TASK BRIEF: Search the entries for the word "linejoin". Copy every line that holds it.

RECORD EXCERPTS:
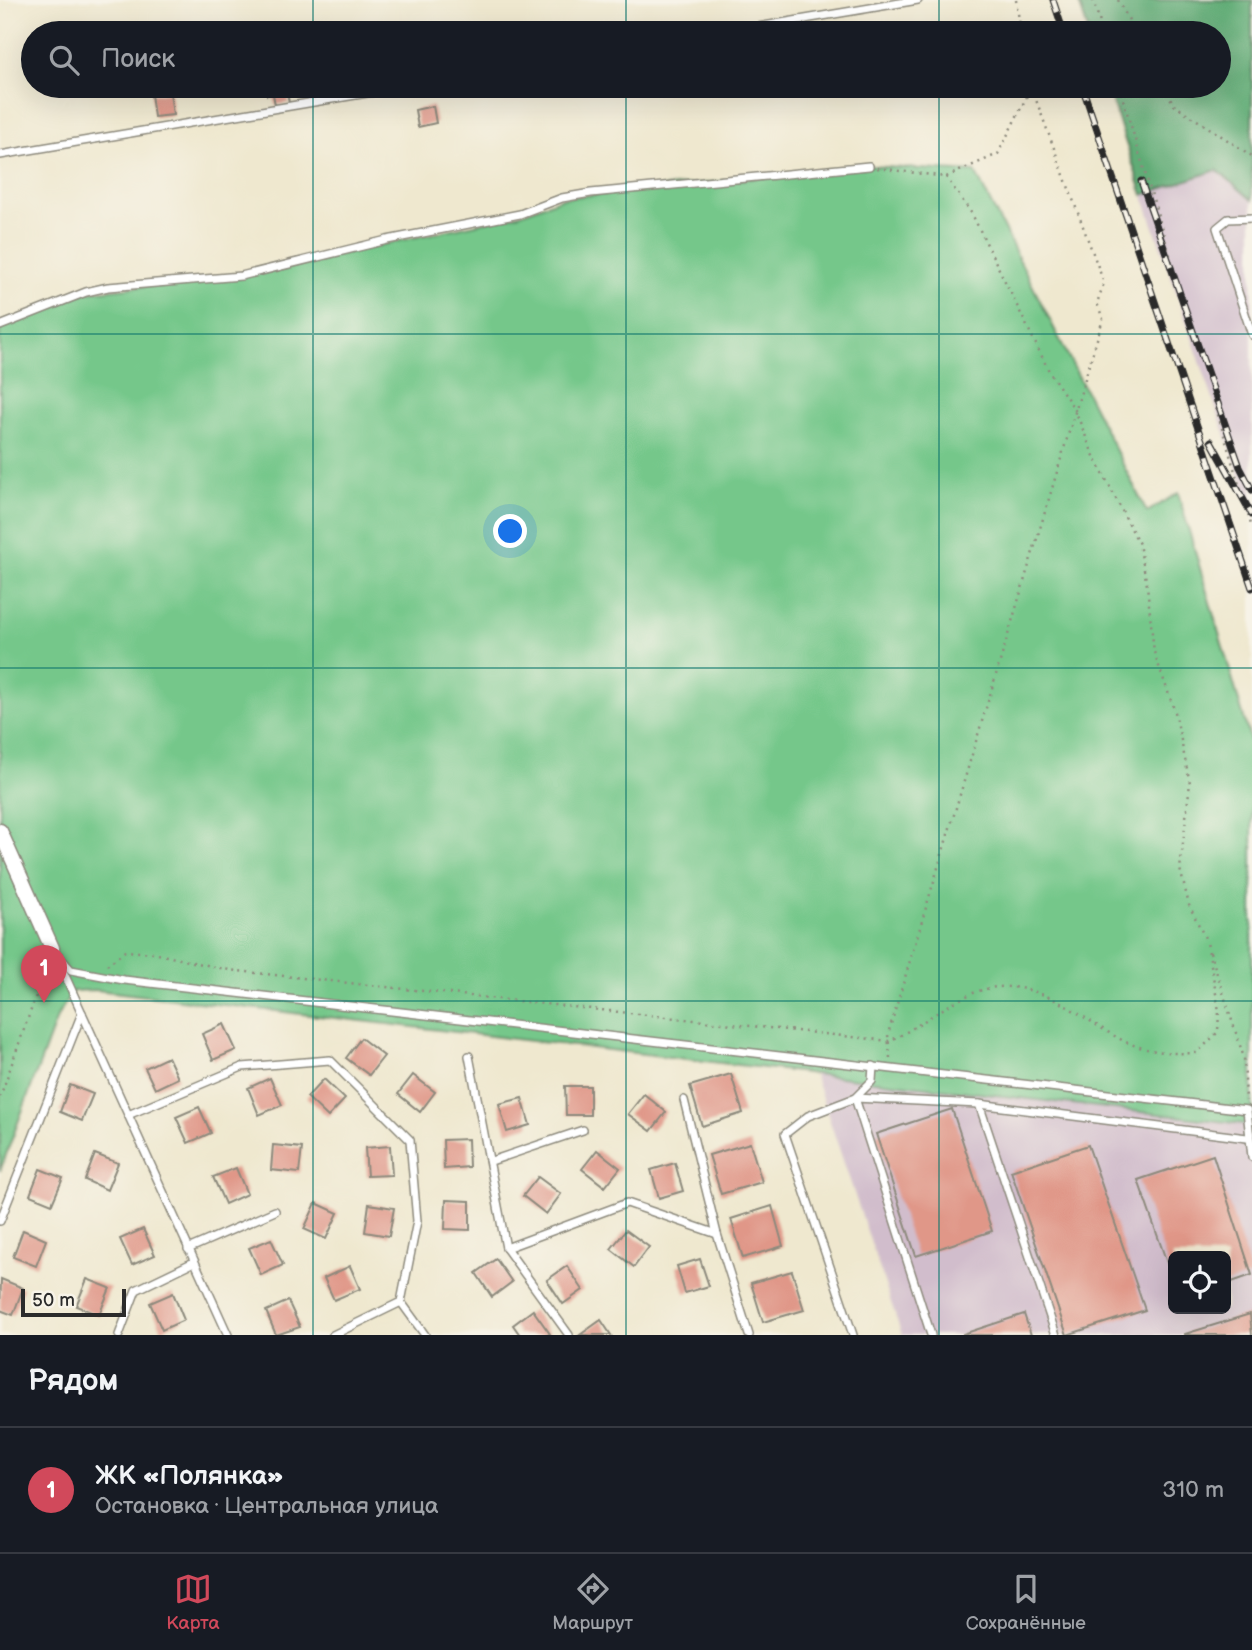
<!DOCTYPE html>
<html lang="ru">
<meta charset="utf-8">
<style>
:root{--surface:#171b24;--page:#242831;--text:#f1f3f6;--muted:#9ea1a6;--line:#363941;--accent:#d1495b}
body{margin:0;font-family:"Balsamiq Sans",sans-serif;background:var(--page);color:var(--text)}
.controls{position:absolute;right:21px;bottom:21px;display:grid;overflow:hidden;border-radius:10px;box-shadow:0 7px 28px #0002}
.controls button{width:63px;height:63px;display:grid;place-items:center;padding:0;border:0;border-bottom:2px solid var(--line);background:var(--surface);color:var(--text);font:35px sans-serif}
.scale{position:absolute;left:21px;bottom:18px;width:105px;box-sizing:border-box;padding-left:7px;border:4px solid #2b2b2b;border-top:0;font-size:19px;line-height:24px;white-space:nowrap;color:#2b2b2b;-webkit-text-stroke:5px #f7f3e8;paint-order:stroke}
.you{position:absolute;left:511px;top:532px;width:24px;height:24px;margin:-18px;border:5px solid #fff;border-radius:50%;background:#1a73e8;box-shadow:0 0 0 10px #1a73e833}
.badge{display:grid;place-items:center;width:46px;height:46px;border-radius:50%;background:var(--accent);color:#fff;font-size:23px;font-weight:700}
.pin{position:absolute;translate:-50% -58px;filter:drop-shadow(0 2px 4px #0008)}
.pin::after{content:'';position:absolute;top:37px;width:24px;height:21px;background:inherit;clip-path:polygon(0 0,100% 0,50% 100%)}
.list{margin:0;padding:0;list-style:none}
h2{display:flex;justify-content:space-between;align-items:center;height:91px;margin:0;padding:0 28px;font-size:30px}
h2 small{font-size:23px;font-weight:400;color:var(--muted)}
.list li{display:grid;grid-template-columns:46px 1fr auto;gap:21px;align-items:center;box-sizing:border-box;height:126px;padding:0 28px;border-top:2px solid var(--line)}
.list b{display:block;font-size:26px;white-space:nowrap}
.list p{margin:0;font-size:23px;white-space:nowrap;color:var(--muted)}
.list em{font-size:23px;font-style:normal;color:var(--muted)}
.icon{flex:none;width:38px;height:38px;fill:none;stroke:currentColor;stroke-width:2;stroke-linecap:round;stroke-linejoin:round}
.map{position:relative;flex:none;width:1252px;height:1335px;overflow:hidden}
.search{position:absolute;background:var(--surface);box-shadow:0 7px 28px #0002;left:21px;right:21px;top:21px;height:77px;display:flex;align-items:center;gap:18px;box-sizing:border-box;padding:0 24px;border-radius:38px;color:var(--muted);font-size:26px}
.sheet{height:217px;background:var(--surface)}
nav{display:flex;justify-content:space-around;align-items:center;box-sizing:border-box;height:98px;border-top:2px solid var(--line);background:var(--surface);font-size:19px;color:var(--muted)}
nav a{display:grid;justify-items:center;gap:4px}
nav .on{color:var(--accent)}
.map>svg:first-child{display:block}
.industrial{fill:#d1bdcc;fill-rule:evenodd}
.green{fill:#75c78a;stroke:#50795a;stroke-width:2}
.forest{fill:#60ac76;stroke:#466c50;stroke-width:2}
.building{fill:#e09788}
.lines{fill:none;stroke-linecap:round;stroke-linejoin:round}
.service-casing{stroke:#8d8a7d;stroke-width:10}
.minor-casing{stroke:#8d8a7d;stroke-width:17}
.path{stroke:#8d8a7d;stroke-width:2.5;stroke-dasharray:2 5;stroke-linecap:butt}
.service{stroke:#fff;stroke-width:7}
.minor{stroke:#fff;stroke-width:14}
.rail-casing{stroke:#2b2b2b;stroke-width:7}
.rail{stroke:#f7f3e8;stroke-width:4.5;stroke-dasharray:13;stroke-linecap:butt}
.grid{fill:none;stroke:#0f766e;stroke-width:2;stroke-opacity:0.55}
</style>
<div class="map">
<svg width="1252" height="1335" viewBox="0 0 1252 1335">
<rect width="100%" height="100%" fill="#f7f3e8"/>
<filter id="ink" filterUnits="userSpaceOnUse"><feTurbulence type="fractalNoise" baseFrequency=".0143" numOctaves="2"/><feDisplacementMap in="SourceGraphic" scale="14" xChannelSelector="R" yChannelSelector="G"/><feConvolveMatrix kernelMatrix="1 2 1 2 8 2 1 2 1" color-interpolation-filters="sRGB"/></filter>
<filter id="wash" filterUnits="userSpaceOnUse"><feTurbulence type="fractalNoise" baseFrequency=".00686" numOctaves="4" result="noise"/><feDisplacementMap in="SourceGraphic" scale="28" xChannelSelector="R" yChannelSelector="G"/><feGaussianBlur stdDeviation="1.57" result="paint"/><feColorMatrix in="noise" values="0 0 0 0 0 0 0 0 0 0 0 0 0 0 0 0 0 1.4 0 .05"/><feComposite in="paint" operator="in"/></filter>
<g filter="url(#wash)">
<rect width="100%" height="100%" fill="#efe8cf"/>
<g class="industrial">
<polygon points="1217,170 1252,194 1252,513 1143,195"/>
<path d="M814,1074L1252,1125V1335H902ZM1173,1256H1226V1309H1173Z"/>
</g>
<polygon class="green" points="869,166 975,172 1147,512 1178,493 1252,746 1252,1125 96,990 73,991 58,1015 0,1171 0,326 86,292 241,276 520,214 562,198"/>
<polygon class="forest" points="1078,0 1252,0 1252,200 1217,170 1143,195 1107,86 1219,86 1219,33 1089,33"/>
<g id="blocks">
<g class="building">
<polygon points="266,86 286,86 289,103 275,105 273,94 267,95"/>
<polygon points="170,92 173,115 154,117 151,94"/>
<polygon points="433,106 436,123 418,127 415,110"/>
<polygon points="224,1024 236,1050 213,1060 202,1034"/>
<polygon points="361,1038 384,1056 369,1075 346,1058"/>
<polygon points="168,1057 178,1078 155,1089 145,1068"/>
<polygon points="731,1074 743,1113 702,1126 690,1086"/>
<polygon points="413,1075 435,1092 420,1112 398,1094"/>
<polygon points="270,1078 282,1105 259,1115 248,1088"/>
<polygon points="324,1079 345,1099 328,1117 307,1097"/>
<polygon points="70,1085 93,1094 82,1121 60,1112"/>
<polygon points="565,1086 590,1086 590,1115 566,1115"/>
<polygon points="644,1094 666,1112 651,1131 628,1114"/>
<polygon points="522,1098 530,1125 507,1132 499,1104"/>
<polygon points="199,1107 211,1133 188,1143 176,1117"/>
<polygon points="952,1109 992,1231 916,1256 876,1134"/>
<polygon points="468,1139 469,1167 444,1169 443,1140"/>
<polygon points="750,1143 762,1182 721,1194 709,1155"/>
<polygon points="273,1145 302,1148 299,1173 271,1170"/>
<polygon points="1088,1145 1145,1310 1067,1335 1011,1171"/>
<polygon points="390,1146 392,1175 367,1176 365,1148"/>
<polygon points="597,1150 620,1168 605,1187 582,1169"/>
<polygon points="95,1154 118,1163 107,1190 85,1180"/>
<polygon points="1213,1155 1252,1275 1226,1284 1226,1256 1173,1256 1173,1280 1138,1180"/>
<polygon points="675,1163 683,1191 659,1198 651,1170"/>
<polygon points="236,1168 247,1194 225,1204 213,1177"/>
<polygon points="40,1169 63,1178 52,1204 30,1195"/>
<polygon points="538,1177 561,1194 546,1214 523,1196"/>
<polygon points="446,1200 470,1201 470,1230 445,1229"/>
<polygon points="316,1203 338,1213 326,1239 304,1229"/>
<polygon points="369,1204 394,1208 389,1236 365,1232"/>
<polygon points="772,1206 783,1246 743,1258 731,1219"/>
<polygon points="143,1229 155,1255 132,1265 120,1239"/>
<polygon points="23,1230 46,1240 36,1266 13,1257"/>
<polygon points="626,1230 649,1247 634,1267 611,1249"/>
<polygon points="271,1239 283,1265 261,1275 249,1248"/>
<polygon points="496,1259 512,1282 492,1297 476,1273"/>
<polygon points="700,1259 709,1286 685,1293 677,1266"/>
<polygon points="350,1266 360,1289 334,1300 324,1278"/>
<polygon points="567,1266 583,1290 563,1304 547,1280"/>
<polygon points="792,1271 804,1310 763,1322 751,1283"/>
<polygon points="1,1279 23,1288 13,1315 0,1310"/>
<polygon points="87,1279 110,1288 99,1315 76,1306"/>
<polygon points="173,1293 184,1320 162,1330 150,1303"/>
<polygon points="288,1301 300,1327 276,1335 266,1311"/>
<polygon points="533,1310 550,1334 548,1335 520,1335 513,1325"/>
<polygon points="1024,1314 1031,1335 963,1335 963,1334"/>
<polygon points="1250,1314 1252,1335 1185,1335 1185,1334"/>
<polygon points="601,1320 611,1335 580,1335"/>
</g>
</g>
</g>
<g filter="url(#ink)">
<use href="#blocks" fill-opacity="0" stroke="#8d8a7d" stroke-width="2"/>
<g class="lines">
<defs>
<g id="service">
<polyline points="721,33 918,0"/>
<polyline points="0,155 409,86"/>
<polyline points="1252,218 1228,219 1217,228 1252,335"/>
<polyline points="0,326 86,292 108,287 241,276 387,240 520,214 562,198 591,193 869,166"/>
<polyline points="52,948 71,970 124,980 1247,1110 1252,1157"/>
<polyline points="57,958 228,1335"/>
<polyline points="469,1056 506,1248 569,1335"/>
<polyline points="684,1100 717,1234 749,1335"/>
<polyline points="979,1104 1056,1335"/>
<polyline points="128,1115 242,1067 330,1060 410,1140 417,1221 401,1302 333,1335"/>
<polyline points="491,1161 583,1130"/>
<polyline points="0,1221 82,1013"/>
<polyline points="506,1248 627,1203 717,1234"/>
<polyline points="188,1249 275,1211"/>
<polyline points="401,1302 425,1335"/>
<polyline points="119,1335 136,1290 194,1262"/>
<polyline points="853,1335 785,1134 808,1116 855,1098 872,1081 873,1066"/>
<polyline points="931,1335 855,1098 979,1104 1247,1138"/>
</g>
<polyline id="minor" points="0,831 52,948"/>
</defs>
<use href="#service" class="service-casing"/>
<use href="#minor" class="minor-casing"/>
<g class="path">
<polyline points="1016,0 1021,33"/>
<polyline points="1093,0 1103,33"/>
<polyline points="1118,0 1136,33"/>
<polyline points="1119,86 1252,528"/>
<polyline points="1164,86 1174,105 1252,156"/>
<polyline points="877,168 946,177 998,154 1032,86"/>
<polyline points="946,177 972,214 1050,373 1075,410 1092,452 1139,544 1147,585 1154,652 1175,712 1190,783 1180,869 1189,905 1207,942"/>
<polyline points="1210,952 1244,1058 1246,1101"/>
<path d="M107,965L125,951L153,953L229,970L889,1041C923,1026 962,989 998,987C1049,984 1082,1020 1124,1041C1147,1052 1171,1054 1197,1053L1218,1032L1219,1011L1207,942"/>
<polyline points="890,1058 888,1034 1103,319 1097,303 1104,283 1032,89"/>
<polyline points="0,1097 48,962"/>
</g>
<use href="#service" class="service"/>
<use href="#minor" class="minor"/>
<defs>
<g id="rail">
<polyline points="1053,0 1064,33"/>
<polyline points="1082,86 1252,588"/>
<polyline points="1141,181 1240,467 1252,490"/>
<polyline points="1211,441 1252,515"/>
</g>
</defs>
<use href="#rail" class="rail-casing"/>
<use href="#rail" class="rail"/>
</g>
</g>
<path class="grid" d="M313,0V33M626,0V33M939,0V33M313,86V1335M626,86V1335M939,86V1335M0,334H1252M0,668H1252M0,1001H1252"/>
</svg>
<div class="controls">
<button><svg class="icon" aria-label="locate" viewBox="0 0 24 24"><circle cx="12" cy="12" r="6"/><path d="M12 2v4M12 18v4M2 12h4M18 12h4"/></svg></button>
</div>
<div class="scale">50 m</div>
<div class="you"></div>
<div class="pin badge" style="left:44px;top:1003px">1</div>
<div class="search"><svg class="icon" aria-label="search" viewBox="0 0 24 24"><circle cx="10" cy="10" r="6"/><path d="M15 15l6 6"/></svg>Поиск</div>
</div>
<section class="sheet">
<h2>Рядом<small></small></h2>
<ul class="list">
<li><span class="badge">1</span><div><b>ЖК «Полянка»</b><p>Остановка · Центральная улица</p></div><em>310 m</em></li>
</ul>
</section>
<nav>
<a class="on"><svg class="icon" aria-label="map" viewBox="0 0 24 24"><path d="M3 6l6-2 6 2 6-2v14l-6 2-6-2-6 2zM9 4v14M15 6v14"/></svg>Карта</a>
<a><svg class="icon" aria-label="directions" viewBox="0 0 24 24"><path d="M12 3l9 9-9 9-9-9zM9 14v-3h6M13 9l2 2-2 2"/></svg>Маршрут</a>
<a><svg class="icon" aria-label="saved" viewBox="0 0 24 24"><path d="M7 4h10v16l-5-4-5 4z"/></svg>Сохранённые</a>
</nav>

WRITTEN RESPONSE:
.icon{flex:none;width:38px;height:38px;fill:none;stroke:currentColor;stroke-width:2;stroke-linecap:round;stroke-linejoin:round}
.lines{fill:none;stroke-linecap:round;stroke-linejoin:round}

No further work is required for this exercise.